Passant par-là et attirés par l’attroupement, Rachid et ses camarades Wilfried et Mohamed observeront une halte pour savoir ce qui s’y passe. Ils auront droit eux aussi à une séance de sensibilisation sur la santé sexuelle et reproductive.  « C’est utile, apprécie Rachid. On voit le nombre de grossesses précoces. C’est surtout dû au manque d’explications. Les jeunes manquent d’informations sur la chose (comprendre vie sexuelle). S’il y a des campagnes de sensibilisations, cela va vraiment aider. Pas à s’abstenir mais peut-être à contenir certaines choses ».

Son ami Mohamed est lui aussi favorable à l’évocation du sujet en famille comme tous les autres en lieu et place de se priver de parler de sexualité avec son enfant. « C’est ce qui pose le problème avec plusieurs enfants, surtout les filles. On les oblige à rester à la maison et après elles se cachent pour aller faire ces bêtises dehors.

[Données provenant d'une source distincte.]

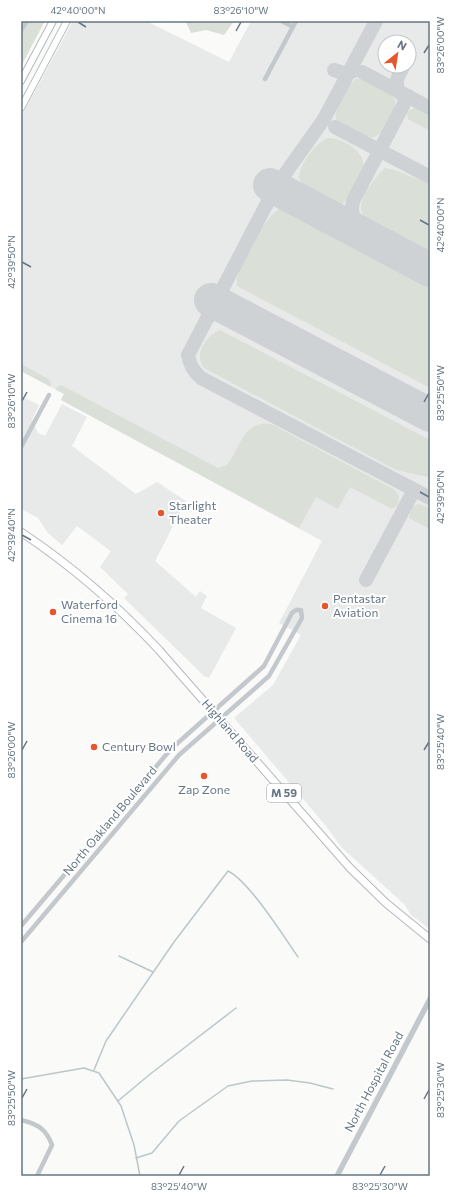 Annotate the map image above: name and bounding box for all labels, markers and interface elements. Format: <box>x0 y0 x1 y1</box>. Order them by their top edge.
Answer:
text: 42°40'00"N <box>50 4 106 16</box>
text: 83°26'10"W <box>214 4 268 16</box>
text: 83°26'00"W <box>434 16 446 74</box>
north arrow <box>377 34 417 74</box>
text: N <box>395 37 409 53</box>
text: 42°40'00"N <box>434 197 446 253</box>
text: 42°39'50"N <box>5 235 17 289</box>
text: 83°25'50"W <box>434 365 446 421</box>
text: 83°26'10"W <box>5 374 17 428</box>
text: 42°39'50"N <box>434 470 446 524</box>
place label: Starlight Theater <box>169 498 216 526</box>
text: 42°39'40"N <box>5 508 17 562</box>
marker: Starlight Theater <box>156 508 166 518</box>
place label: Pentastar Aviation <box>333 591 386 619</box>
place label: Waterford Cinema 16 <box>61 597 118 625</box>
marker: Pentastar Aviation <box>320 601 330 611</box>
marker: Waterford Cinema 16 <box>48 607 58 617</box>
street label: Highland Road <box>200 696 262 765</box>
text: 83°25'40"W <box>434 714 446 770</box>
text: 83°26'00"W <box>5 721 17 779</box>
place label: Century Bowl <box>102 739 176 753</box>
marker: Century Bowl <box>89 742 99 752</box>
street label: North Oakland Boulevard <box>60 763 159 878</box>
marker: Zap Zone <box>199 771 209 781</box>
place label: Zap Zone <box>178 782 230 796</box>
road number: M 59 <box>267 784 301 802</box>
street label: North Hospital Road <box>341 1029 405 1134</box>
text: 83°25'30"W <box>434 1062 446 1118</box>
text: 83°25'50"W <box>5 1070 17 1126</box>
text: 83°25'40"W <box>151 1180 207 1192</box>
text: 83°25'30"W <box>352 1180 408 1192</box>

A la longue, on voit qu’il y a des grossesses qui apparaissent », déplore-t-il.

Impact ?

La campagne, Planned Parenthood a été lancée fin octobre 2018 en marge du Salon international de l’artisanat de Ouagadougou (SIAO). « On est sur le bon chemin. On a un retour du public qui dit que c’est important de discuter de ces questions avec les jeunes. Maintenant quand ils voient le spot, partage Sheila Sandrine Sanouidi, ils ont le réflexe d’en discuter avec eux. On pense et on espère que ça va faire changer favorablement ».